Material for the task Block Start

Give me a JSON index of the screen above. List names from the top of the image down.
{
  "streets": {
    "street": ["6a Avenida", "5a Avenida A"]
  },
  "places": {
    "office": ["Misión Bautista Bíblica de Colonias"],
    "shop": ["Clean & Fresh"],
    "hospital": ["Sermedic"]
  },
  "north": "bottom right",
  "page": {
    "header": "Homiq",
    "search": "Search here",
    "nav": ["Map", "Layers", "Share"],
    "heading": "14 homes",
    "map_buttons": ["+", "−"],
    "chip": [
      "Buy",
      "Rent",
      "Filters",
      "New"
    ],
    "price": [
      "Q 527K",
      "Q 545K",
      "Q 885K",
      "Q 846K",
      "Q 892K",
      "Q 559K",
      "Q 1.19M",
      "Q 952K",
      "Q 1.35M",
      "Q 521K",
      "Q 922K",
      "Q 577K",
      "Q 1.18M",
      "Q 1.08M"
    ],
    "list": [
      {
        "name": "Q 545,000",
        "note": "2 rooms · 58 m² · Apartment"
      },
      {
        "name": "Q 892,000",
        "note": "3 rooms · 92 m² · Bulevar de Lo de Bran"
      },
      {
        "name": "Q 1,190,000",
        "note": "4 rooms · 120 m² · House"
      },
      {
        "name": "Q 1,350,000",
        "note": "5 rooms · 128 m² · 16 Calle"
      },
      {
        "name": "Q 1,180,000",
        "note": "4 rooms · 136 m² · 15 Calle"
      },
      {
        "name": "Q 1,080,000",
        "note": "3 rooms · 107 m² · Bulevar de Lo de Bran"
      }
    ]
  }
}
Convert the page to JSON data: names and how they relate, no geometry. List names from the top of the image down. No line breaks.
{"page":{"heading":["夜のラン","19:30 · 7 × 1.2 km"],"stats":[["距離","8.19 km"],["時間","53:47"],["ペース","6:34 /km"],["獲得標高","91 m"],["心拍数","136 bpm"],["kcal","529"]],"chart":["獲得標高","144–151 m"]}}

Material for the task Block End

> [The task] Go through the records and copy each line with "image" in it.

> [Completed exercise]
Give me a JSON index of the screen above. List names from the top of the image down.
Convert the page to JSON data: names and how they relate, no geometry. List names from the top of the image down. No line breaks.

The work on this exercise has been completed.